Dabei ist es gerade unwahrscheinlich, in der Nacht Opfer eines Einbruchs zu werden. „Ab Mitternacht haben wir die wenigsten Taten“, sagt Kriminalhauptkommissar Kay Katzenmeier vom Landespolizeiamt Schleswig-Holstein. Die absolute Hochrisikozeit ist zwischen 16.30 Uhr und 22 Uhr. „Um diese Zeit haben es die Täter auch leichter unerkannt zu bleiben“, so der Polizist. Durch normalen Verkehr und Betrieb seien auch Nachbarn nicht so auf die Geräusche eines Einbruchs fixiert.

Die Opfer fühlen sich oft noch Jahre schlecht

Der Experte für Einbruchskriminalität hat sich auf Prävention fokussiert und kennt aus den Gesprächen mit Betroffenen die Probleme. „Ein Einbruch ist immer auch ein Angriff auf die Seele. Das hält auch lange an. Die Opfer fühlen sich oft noch Jahre schlecht“, so Katzenmeier. Ganz schlimm ist es, wenn das Opfer den Einbrecher auch noch in der Wohnung überrascht. „In dem Fall sollte man den Einbrecher niemals in die Enge treiben“, sagt Katzenmeier.

Die Folge der Angst ist der verstärkte Ausbau der „Verteidigung“der eigenen vier Wände. Der Anteil von Menschen, die ihre Wohnung mit Schutzmaßnahmen versehen, ist um fast fünf Prozent auf 26,4 Prozent gestiegen. Über 54 Prozent der Befragten gaben zu dem an, dass sie ihre Wohnung durch technische Hilfsmittel auch in der Abwesenheit bewohnt aussehen lassen. Spezielle Illuminationen oder auch Fernseher mit Steuerung über Zeitschaltuhren sind beliebt. Denn: Je belebter ein Haus oder eine Wohnung aussieht, je größer ist das Risiko für den Einbrecher.

Je kleiner das Fenster, je größer der Aufwand

„Auch technische Lösungen wie Smart Home helfen da auf jeden Fall. Diese Dinge können aber nicht den mechanischen Schutz der Wohnung ersetzen“, sagt Katzenmeier. Sperrriegel, Schutzbeschläge, Profilzylinder oder aufschraubbare Nachrüstsicherungen halten Täter auf. Besonders gefährdet seien Terrassentüren.
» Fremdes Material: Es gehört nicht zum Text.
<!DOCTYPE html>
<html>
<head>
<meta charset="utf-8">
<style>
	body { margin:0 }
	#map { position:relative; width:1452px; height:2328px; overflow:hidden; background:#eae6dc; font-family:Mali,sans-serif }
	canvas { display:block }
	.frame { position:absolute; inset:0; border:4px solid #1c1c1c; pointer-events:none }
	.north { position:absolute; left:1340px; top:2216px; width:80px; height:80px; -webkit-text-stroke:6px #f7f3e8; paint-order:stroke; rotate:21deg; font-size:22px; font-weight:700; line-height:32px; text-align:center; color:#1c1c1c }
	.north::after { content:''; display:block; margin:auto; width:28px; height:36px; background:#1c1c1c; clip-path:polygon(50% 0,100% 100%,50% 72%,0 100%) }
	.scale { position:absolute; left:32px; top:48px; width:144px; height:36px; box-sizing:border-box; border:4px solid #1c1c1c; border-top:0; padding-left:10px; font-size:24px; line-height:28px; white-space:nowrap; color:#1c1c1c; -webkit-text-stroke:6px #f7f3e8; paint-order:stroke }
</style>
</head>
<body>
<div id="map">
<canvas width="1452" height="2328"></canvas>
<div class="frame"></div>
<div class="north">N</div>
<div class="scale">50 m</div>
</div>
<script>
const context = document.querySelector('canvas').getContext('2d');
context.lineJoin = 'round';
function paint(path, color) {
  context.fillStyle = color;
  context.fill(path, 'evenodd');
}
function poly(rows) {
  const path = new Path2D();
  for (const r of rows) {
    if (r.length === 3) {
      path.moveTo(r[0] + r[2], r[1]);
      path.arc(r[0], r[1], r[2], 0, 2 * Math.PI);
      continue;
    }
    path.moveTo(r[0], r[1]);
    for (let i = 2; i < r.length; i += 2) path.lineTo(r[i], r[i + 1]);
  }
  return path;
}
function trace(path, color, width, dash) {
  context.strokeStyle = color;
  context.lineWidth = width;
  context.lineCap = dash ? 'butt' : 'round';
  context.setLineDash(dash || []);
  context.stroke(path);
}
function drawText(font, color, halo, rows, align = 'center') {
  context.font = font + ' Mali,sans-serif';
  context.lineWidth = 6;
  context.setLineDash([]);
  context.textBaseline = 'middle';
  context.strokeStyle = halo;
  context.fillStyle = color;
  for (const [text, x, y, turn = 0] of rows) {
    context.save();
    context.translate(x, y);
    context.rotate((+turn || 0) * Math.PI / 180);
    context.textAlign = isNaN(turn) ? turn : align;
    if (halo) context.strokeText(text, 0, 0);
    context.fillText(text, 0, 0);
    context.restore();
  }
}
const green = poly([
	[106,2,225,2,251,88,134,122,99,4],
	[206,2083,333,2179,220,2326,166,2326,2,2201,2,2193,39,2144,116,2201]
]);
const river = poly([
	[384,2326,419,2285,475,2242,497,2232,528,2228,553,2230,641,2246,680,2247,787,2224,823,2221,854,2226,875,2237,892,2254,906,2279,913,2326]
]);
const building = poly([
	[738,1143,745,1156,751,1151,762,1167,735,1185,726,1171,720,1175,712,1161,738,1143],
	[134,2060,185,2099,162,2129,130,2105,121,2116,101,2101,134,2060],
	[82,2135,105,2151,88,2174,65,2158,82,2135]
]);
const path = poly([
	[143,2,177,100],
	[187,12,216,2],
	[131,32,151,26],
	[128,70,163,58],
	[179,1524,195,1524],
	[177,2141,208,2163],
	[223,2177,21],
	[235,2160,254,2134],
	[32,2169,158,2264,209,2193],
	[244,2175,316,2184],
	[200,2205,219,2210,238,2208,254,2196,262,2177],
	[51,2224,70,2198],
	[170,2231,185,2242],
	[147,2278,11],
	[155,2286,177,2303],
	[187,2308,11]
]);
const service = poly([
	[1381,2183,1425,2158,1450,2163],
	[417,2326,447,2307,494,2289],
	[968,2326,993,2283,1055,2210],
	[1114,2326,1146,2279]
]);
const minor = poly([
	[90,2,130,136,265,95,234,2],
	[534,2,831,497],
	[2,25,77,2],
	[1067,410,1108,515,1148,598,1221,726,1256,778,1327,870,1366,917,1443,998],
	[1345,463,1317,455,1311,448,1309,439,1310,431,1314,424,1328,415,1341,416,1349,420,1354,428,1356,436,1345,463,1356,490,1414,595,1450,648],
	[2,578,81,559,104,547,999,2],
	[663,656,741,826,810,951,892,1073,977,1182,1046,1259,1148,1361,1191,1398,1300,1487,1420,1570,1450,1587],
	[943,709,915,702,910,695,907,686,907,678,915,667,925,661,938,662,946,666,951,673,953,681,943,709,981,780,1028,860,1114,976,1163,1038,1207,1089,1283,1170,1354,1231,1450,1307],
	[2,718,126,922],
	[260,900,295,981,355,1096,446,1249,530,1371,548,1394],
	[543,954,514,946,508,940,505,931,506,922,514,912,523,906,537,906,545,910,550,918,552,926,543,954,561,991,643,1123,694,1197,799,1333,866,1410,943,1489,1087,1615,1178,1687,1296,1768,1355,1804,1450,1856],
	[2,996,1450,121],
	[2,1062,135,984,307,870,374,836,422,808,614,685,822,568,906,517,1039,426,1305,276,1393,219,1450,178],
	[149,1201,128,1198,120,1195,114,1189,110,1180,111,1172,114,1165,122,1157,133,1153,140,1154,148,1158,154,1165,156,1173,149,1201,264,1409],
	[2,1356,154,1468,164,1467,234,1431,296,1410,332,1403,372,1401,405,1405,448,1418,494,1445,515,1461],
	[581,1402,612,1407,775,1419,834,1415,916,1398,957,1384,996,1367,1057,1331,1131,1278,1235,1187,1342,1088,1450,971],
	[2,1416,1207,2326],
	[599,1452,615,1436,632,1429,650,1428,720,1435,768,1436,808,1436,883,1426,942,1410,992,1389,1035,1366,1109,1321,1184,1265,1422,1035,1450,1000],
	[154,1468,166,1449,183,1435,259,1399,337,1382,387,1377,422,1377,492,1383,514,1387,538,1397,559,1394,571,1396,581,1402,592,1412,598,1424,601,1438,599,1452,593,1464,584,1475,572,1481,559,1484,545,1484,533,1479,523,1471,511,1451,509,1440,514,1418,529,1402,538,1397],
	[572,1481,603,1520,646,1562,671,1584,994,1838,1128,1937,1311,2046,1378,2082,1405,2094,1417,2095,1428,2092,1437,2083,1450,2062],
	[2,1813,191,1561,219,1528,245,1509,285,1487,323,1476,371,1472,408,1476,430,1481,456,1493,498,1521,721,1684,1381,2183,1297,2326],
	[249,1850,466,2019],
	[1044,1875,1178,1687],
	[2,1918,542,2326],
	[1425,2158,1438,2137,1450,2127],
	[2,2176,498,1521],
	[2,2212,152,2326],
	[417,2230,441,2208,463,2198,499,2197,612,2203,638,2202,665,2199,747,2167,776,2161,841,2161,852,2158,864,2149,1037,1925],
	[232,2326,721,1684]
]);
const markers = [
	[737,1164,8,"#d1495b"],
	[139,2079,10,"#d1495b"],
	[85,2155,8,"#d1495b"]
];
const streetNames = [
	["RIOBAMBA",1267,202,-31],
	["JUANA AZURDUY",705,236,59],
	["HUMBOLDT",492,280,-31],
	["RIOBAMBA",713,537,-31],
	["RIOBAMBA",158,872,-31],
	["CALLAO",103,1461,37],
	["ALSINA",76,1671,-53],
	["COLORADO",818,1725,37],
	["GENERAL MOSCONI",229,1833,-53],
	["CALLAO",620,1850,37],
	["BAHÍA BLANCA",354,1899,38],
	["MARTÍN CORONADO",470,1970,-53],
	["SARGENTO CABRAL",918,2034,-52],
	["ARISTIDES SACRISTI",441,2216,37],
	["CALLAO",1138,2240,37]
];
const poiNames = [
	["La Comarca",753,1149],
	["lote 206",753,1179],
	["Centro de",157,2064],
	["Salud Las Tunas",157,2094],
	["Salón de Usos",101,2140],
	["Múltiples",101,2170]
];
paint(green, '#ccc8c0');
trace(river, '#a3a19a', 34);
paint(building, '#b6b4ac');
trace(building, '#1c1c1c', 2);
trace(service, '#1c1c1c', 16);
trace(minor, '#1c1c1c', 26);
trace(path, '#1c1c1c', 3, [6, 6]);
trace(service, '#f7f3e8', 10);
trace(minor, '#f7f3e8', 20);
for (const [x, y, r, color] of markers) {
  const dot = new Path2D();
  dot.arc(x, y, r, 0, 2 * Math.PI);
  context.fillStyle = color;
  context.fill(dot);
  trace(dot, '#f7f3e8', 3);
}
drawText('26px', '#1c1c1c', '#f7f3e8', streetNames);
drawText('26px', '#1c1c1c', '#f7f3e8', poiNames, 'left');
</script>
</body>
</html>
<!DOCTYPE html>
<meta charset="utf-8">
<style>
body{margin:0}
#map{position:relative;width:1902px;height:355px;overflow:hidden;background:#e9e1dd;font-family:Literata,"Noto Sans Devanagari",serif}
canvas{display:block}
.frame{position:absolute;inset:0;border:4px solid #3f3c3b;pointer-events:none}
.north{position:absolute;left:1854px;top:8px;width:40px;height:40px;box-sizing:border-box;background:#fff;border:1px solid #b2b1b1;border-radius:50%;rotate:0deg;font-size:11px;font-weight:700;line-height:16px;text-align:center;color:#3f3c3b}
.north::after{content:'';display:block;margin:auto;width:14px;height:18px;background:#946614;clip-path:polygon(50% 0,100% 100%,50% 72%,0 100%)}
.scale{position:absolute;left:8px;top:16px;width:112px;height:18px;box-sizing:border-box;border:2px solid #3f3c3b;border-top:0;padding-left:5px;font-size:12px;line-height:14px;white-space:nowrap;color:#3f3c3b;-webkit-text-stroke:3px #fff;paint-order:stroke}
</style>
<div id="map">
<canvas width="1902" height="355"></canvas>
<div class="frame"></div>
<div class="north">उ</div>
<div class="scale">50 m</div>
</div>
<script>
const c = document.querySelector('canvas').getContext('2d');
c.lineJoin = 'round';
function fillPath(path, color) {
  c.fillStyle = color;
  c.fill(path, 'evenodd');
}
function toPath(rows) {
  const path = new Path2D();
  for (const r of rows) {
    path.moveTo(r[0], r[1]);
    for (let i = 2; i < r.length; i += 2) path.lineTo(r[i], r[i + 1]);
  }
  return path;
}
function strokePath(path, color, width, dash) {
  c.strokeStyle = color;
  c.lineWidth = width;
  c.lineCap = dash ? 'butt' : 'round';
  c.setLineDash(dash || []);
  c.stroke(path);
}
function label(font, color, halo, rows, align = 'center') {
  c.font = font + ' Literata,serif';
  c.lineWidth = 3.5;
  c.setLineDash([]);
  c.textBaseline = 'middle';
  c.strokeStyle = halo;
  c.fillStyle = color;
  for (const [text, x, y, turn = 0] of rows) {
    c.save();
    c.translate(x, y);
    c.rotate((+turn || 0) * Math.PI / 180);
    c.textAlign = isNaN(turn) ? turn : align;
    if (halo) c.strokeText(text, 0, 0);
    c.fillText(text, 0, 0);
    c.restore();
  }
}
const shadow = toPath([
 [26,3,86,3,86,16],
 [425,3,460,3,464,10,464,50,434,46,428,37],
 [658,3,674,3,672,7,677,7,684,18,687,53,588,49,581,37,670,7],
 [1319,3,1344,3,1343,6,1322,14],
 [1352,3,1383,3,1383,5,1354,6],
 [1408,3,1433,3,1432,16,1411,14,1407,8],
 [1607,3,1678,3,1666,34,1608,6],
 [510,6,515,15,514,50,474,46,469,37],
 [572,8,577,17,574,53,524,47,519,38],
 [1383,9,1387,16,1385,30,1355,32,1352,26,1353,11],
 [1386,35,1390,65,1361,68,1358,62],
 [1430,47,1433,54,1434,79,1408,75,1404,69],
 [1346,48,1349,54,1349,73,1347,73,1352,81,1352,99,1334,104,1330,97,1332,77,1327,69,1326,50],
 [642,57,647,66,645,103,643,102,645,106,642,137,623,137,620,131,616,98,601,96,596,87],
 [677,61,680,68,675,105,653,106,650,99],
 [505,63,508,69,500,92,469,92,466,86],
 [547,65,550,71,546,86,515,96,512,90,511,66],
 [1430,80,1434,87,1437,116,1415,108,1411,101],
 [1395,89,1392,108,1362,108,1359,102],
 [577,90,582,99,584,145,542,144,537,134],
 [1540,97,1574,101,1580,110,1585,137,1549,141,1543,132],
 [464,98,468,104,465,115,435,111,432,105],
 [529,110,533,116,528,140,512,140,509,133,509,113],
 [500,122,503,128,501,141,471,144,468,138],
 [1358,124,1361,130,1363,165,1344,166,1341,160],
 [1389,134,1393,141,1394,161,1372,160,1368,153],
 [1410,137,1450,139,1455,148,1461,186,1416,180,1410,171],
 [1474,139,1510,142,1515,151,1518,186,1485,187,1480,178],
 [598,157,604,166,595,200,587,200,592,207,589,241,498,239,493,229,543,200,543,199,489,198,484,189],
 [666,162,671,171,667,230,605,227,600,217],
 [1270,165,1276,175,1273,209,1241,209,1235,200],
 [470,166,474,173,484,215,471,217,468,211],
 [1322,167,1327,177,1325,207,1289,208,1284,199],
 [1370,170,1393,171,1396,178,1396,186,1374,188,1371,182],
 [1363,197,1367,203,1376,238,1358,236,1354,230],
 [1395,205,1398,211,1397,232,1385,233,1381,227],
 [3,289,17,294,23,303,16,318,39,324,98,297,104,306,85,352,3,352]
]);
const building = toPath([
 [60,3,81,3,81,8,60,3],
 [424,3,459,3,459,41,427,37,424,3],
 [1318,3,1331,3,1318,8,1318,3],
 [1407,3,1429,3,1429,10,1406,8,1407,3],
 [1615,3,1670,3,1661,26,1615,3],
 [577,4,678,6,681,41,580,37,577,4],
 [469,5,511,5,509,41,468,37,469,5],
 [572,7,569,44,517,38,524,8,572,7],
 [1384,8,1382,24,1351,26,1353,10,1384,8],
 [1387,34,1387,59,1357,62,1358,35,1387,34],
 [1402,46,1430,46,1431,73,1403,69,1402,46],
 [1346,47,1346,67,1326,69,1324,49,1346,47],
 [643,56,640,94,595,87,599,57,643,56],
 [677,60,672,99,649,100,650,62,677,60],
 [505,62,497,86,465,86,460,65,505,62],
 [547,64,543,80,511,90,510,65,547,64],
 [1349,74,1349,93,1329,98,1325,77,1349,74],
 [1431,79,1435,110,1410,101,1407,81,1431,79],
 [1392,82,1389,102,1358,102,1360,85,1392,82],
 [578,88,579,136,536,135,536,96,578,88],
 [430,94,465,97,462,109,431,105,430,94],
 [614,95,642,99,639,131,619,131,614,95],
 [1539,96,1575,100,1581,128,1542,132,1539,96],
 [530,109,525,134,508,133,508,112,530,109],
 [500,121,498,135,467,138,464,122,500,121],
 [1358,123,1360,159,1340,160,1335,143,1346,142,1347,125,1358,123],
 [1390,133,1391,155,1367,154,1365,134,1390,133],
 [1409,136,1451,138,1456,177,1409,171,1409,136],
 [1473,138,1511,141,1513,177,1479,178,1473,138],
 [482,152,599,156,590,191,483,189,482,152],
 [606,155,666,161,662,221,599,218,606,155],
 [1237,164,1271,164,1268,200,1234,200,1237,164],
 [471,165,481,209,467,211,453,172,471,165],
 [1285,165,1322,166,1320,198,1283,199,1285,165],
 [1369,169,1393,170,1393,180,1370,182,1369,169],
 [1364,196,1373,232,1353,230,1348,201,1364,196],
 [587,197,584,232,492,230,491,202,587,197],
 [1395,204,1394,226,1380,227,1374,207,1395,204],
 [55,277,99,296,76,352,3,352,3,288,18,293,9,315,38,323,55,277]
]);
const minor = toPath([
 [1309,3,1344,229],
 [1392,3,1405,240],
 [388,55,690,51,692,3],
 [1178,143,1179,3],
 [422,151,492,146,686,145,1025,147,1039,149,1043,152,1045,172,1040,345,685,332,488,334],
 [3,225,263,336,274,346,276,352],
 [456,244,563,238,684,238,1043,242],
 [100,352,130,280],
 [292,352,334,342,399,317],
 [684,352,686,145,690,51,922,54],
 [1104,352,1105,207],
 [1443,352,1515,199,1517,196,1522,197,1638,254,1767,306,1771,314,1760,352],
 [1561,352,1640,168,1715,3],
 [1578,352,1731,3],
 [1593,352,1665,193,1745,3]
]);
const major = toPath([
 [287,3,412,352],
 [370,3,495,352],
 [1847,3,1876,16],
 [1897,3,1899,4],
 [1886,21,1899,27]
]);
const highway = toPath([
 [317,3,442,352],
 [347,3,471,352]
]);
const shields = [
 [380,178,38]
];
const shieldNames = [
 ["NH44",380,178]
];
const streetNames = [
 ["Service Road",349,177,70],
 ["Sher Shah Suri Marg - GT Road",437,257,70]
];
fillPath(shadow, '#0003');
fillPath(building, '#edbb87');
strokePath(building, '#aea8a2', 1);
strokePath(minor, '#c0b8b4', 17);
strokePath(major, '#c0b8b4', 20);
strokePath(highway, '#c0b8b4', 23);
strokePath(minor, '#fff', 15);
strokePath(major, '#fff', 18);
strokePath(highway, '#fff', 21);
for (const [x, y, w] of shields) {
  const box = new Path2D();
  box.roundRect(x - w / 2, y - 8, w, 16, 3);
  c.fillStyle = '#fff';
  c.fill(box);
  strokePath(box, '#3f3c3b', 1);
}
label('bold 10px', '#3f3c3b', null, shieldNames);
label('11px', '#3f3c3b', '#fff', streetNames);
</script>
„Je kleiner das Fenster, je größer der Aufwand und das Verletzungsrisiko für den Täter. Deshalb ist der Schutz der Terrassentür sehr wichtig“, weiß der Polizist. Ein Einbruchsversuch dauert selten länger als fünf Minuten. „Wenn der Täter dann nicht in der Wohnung ist, gibt er auf“, so die Erfahrung von Katzenmeier, der seit 1983 bei der Landespolizei ist.

Und auch die Wahrnehmung von Einspruchsspuren ist gestiegen. „Es gibt einen deutlichen Anstieg beim Anzeigeverhalten der Bürger. Früher wurde oft darauf verzichtet, wenn es keinen Diebstahl gab. Heute zeigen die Menschen aber auch Versuche verstärkt an“, so Riesner. Dies helfe der Polizei bei den Ermittlungen.